Total sales for Foot Locker declined by 4.5 percent on currency-neutral basis to $1,788 million as the group reported an operating loss of $271 million versus a year-ago profit of $18 million. The Q1 net loss was $363 million. Year-over-year gross margin contracted by 40 basis points, including a 10-basis point drop in merchandise margins. Merchandise inventory was essentially flat at period end at $1,665 million.

Softness in Foot Locker Europe’s 597-store operation negatively impacted overall comparable sales for the period, which declined by 2.6 percent. The drop included a modest 0.5 percent decline in North America, but an 8.5 percent drop within the company’s international businesses. On a constant-currency basis, EMEA revenues declined by 13.2 percent to $346 million. Meanwhile, Asia-Pacific sales fell by 5.4 percent to $103 million and dipped by 1.9 percent in North America to $1,339 million.

frank bracken foot locker

Source: Foot Locker

Frank Bracken, president of Foot Locker.

The group reported some positive news, most notably that its non-Nike brand business was performing strongly. Adidas, New Balance, Asics, On, Hoka, UGG, and Timberland generated double-digit, year-over-year growth. Nonetheless, Foot Locker senior management stated that the company remains supportive of Nike’s turnaround efforts under CEO Elliott Hill, which are expected to yield dividends in H2 and into 2026.

Foot Locker, ahead of the formal merger with Dick’s, continues to make investments in its “Re-imagined” formats and other store formats. There will also be more than 300 store refreshes this year after 400+ in 2024. The retailer characterizes 2025 as a year when it will return to a healthier store fleet and generate comp growth of 1.0 – 2.5 percent. Although elevated consumer uncertainty remains a possible damper on business going forward, Foot Locker anticipates expanding its gross margin by 40-80 basis points this year to a range of 29.3-29.7 percent, with most of the improvement coming in H2 as promotional levels lessen.

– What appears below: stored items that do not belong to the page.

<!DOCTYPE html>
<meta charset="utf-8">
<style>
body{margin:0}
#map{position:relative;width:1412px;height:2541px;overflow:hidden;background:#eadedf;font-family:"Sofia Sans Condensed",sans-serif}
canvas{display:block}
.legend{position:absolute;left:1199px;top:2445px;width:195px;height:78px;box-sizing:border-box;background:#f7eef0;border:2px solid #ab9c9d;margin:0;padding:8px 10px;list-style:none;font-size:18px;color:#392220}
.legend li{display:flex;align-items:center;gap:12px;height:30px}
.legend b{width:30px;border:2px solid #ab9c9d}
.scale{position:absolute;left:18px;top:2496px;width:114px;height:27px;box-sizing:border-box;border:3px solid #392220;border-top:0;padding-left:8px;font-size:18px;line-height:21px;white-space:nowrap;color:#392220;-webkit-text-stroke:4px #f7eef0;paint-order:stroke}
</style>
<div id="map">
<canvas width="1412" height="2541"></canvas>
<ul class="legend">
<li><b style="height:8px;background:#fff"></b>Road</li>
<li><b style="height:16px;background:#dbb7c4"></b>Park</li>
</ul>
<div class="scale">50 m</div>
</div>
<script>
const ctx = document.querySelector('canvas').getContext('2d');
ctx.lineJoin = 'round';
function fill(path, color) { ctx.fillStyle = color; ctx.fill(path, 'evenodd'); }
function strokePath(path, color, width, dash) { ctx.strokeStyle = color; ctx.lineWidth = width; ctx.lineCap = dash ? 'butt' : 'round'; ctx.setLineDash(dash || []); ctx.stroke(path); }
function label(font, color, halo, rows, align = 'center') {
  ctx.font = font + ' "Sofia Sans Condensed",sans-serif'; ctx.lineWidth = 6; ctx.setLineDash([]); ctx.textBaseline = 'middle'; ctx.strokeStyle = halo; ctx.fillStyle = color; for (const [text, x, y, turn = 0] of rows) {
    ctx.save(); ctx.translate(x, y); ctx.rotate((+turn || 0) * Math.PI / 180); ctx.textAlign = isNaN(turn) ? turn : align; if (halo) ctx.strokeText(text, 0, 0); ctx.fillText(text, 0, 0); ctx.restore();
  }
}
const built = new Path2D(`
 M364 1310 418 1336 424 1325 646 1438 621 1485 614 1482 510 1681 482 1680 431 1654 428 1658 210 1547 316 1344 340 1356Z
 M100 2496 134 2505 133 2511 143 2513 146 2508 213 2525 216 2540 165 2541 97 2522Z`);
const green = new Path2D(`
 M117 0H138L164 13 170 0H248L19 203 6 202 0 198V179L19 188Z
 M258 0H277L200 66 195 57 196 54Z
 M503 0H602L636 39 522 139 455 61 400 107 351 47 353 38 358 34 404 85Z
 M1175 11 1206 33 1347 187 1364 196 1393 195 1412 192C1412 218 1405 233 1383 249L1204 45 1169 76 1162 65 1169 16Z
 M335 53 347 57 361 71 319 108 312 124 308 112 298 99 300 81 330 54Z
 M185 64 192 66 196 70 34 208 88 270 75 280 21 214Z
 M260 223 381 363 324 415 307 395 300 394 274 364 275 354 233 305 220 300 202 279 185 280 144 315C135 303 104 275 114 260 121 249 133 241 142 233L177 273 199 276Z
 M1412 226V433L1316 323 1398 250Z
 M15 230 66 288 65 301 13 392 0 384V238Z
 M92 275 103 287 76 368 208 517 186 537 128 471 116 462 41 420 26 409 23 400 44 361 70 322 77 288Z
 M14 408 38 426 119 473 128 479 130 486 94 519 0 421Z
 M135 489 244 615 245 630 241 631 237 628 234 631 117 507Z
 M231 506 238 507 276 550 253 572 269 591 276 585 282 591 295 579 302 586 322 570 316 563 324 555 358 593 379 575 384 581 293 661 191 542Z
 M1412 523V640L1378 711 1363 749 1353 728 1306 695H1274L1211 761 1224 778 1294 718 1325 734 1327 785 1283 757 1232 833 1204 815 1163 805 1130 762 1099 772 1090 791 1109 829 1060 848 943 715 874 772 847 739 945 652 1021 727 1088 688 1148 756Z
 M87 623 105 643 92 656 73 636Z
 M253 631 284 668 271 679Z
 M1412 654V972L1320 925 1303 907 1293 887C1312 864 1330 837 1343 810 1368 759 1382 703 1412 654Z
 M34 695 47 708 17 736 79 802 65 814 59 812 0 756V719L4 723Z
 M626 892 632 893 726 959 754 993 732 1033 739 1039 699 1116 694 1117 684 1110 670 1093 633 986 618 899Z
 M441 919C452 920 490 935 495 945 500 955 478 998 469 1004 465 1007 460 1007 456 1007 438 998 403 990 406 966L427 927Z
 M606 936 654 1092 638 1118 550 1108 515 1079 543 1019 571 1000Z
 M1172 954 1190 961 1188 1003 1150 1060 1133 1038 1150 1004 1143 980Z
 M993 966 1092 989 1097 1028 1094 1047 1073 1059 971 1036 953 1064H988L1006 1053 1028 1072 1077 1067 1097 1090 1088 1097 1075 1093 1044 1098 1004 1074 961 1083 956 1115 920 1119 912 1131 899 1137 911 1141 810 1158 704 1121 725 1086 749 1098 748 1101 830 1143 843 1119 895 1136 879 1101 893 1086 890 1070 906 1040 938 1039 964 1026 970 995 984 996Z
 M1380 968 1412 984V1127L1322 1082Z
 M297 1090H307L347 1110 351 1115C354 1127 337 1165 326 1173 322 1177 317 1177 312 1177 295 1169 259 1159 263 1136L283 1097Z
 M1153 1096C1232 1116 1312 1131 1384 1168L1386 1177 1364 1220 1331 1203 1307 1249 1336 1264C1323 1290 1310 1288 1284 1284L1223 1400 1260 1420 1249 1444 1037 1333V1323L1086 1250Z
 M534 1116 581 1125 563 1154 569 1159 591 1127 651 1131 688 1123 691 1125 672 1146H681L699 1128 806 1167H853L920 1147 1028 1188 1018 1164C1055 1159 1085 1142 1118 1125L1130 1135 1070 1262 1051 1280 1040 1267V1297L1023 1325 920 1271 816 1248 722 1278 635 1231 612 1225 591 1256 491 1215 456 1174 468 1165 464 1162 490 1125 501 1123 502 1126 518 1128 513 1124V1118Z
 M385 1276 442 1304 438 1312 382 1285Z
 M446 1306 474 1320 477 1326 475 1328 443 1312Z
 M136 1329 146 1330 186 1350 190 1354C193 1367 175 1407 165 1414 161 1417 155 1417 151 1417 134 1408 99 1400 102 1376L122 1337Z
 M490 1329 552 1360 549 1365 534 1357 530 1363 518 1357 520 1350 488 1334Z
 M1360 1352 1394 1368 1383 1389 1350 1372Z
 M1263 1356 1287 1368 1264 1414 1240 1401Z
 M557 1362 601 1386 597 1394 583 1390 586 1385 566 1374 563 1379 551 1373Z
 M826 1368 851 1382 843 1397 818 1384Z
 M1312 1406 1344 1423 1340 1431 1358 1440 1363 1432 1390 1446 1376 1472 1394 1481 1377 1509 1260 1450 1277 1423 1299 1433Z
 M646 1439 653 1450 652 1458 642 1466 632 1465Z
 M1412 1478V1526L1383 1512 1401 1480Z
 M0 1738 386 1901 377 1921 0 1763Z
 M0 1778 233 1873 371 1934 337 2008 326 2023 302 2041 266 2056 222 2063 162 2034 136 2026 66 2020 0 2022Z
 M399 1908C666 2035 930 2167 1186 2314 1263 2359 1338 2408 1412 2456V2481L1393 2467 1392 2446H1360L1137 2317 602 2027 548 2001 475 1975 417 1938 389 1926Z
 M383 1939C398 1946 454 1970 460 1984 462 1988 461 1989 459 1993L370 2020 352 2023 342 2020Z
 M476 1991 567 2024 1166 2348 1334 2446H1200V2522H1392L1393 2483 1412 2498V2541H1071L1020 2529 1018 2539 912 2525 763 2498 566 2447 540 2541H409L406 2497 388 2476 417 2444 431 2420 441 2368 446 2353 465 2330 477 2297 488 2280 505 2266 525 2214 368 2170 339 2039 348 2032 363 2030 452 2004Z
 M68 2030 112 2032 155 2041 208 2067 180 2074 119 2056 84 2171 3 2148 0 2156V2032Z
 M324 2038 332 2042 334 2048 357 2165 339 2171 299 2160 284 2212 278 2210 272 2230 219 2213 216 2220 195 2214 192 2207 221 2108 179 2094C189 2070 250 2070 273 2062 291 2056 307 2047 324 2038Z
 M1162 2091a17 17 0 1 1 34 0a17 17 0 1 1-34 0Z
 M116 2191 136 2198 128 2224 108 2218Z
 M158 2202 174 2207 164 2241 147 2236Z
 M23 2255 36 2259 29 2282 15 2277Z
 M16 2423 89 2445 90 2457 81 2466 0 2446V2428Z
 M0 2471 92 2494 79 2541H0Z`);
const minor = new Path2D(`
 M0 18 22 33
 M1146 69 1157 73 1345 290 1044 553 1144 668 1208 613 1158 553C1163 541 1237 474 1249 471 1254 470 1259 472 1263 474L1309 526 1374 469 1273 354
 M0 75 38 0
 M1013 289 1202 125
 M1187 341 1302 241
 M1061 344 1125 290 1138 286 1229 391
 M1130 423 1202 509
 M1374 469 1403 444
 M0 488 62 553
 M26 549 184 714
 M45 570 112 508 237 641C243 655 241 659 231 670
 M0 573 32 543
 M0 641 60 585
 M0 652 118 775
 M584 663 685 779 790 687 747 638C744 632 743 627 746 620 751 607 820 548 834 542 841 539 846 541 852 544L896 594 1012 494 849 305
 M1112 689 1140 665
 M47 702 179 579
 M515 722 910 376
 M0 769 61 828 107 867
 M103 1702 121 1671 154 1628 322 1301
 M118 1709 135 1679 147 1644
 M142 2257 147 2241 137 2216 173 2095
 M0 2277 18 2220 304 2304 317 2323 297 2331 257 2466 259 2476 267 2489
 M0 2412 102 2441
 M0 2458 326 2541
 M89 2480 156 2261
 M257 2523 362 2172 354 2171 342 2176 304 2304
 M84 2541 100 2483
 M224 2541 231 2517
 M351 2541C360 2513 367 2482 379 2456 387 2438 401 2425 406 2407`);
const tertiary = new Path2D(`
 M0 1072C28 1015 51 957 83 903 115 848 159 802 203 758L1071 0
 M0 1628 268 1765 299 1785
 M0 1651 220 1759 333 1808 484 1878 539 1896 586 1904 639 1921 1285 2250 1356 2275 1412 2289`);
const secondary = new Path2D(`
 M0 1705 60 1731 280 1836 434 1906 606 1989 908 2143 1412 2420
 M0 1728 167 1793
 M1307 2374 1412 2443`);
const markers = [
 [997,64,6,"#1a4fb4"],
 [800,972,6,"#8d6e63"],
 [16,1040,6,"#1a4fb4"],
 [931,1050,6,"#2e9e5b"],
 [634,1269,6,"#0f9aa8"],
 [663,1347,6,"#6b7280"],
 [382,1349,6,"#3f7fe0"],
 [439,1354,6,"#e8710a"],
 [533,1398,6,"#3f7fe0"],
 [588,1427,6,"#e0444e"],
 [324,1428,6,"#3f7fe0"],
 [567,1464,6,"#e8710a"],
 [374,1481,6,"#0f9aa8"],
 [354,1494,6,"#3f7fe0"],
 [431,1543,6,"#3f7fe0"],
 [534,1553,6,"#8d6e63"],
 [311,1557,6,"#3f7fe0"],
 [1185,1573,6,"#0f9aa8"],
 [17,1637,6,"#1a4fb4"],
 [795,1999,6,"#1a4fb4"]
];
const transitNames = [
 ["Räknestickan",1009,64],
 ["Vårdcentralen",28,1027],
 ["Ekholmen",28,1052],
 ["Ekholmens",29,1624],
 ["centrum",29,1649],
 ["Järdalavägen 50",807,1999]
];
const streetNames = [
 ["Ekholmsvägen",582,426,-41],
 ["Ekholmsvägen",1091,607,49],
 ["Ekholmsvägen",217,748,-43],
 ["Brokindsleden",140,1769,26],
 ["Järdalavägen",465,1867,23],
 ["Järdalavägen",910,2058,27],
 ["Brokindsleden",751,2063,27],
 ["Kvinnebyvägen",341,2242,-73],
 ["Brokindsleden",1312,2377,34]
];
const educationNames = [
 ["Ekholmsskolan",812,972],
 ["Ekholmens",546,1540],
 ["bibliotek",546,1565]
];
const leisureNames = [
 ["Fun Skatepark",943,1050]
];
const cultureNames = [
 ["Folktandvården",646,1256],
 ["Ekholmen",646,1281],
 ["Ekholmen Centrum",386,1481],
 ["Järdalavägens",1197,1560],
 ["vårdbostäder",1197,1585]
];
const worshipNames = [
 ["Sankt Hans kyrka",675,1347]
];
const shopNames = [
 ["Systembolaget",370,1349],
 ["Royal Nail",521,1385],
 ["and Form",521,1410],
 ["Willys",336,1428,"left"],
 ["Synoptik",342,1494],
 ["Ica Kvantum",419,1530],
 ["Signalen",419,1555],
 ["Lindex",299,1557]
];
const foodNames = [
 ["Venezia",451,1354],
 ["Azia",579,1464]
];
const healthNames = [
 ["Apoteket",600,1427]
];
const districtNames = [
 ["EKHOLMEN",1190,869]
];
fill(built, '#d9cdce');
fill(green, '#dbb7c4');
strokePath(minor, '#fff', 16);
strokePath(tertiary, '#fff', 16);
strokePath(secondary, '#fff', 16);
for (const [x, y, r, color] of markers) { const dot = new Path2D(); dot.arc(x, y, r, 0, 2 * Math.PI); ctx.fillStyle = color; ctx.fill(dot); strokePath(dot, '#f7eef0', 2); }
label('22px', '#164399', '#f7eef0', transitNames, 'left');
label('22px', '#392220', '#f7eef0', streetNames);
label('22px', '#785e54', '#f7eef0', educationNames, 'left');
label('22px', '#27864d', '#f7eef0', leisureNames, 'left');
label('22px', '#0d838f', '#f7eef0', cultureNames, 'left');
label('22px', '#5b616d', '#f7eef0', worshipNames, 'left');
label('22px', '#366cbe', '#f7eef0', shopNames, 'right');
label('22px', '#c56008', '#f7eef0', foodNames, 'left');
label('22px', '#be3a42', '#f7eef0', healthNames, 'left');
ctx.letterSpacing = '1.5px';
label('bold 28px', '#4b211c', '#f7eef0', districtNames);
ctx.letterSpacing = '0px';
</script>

“…We are doubling down on our value proposition,” said Frank Bracken, president of Foot Locker, “really tapping into some of the passion points of global footwear, but also acknowledging workwear is a key category and instrument of growth for us. We’re doing a lot of work on the merchandise mi and our pricing strategy. And we continue to connect with consumer at a very local level.”